The waters off the New Hampshire coast boast an abundant lobster population which has made the Granite State home to some of New England’s best seafood restaurants. For some, nothing says “summer” quite like a lobster roll. A bill before the New Hampshire Legislature would make it legal for scuba divers to catch lobsters recreationally by issuing a special license. However, some worry the legislation could have unintended consequences for the environment and the commercial lobster industry.
Lobstering in New Hampshire
There is a robust commercial fishing industry in New Hampshire, regulated by the state’s Fish and Game Marine Division. New Hampshire law includes strict rules about how and when lobsters can be caught; this is meant to keep the species from being depleted by overfishing. Of course, some residents wish to catch their own lobsters without running a commercial enterprise, and state law has a special provision for doing so.
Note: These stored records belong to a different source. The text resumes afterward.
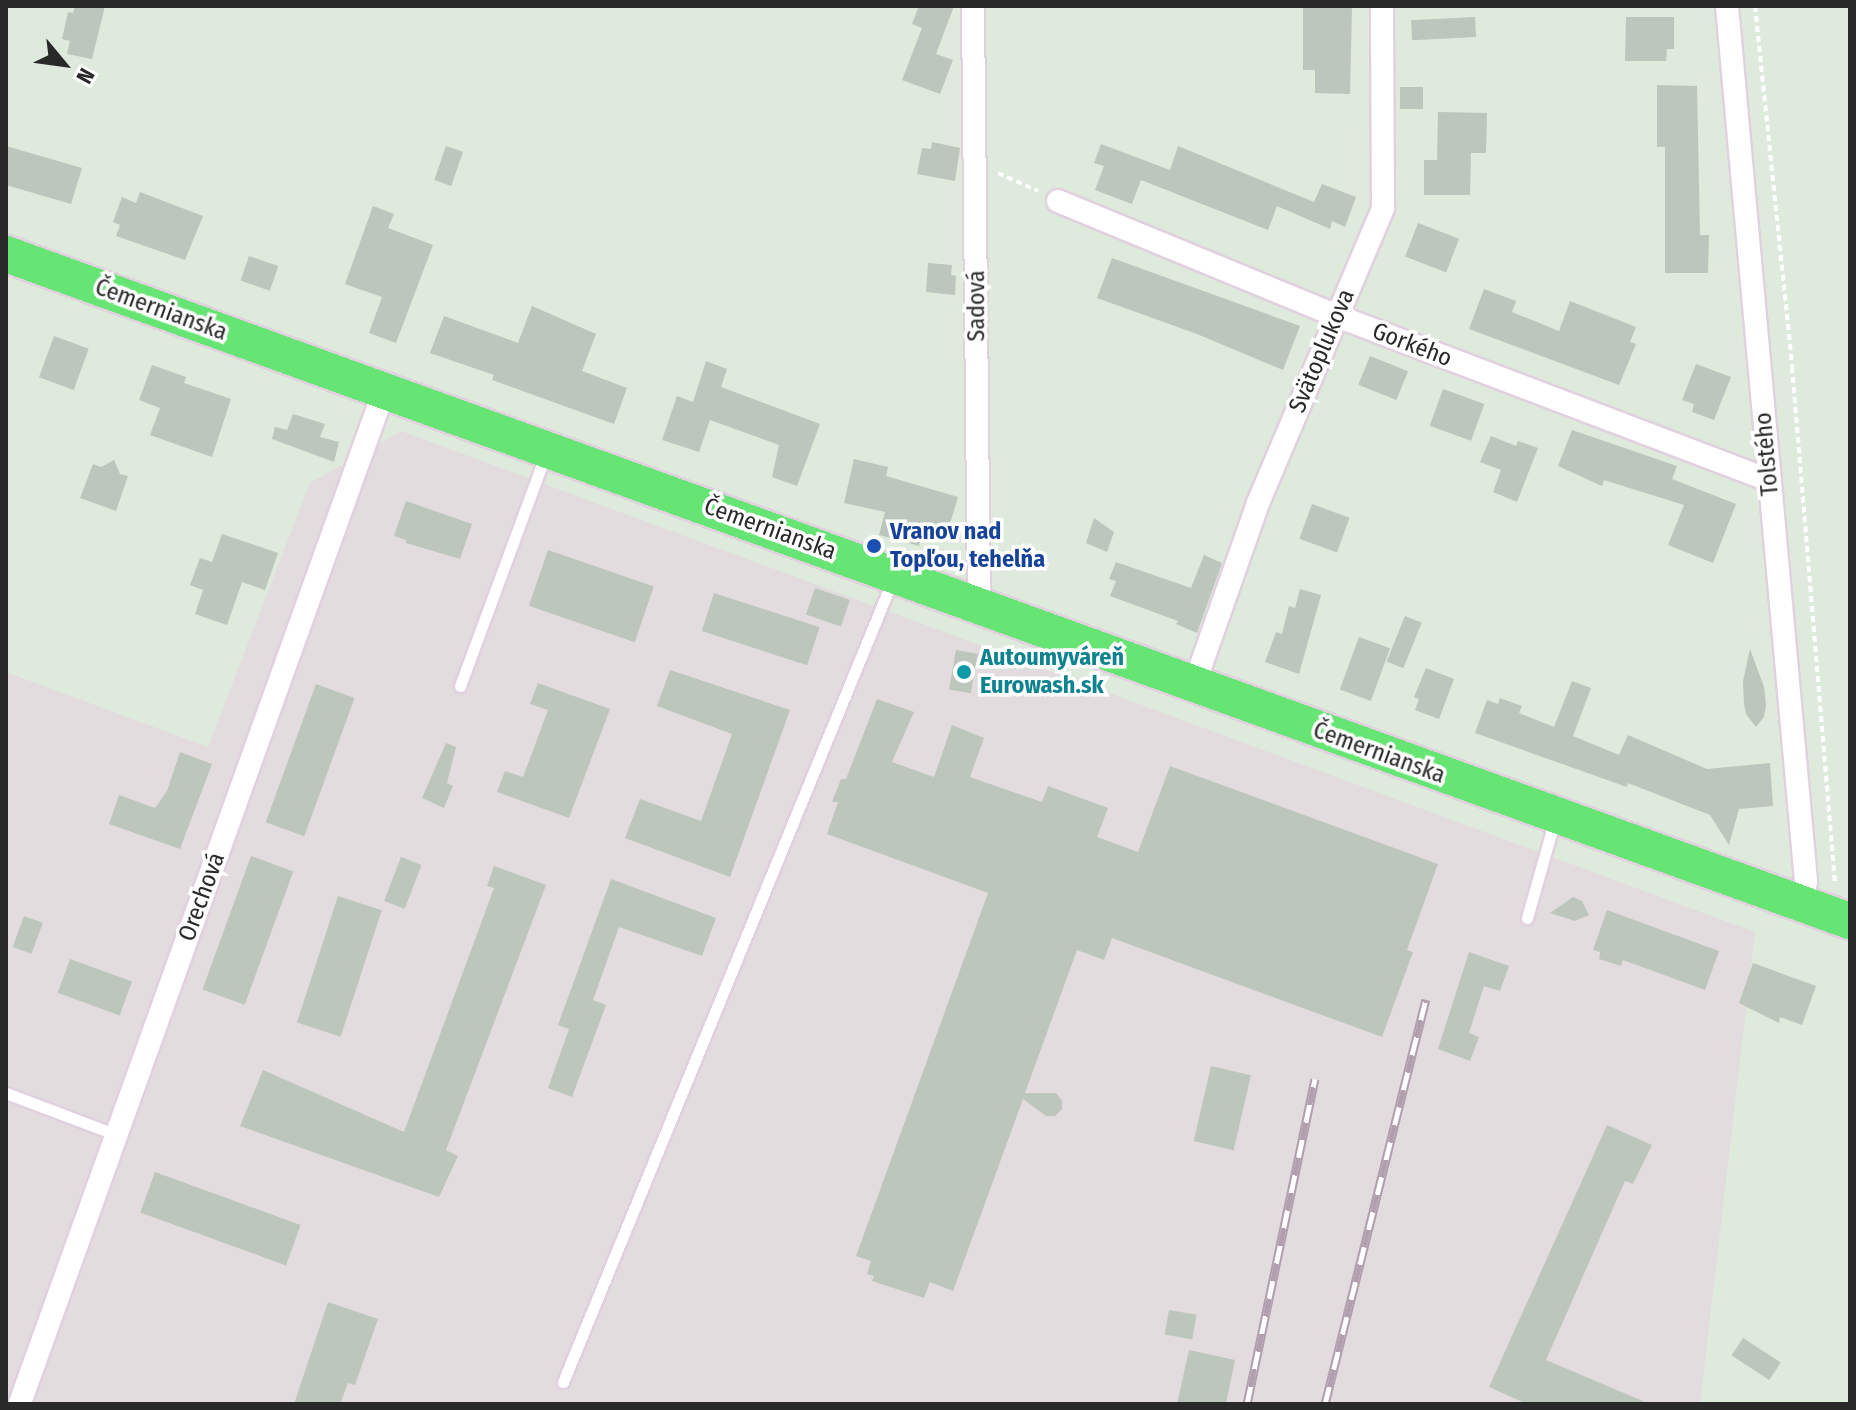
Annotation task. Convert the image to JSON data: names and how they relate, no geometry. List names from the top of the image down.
{
  "streets": {
    "main road": ["Čemernianska"],
    "street": [
      "Sadová",
      "Gorkého",
      "Svätoplukova",
      "Tolstého",
      "Orechová"
    ]
  },
  "crossings": [
    ["Sadová", "Čemernianska"],
    ["Čemernianska", "Svätoplukova"],
    ["Čemernianska", "Tolstého"],
    ["Čemernianska", "Orechová"],
    ["Gorkého", "Svätoplukova"],
    ["Gorkého", "Tolstého"]
  ],
  "places": ["Vranov nad Topľou, tehelňa", "Autoumyváreň Eurowash.sk"],
  "north": "bottom right"
}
RSA 211:18 states that a resident who holds a recreational lobster and crab license may catch lobsters so long as they don’t use more than five lobster traps and don’t sell the lobsters.
About the bill
HB 1297 would allow New Hampshire’s Fish and Game department to issue a scuba diver recreational lobster license. This would mean that residents who wish to catch lobsters recreationally wouldn’t have to set lobster traps but instead could go scuba diving and catch the lobsters by hand. The bill establishes a “season” for taking lobsters from April 1 through September 15. Divers would be allowed to take at least three lobsters per day (Fish and Game could set the limit higher). Divers wouldn’t be allowed to sell the lobsters, and they could only be taken for their personal consumption, or for family and guests. Divers would also have to make sure the lobster was of legal size before surfacing with it.
This would be a five-year pilot program, after which time the Legislature could decide whether the benefits outweighed any downsides. More details about the specifics of the bill are available on the General Court’s website.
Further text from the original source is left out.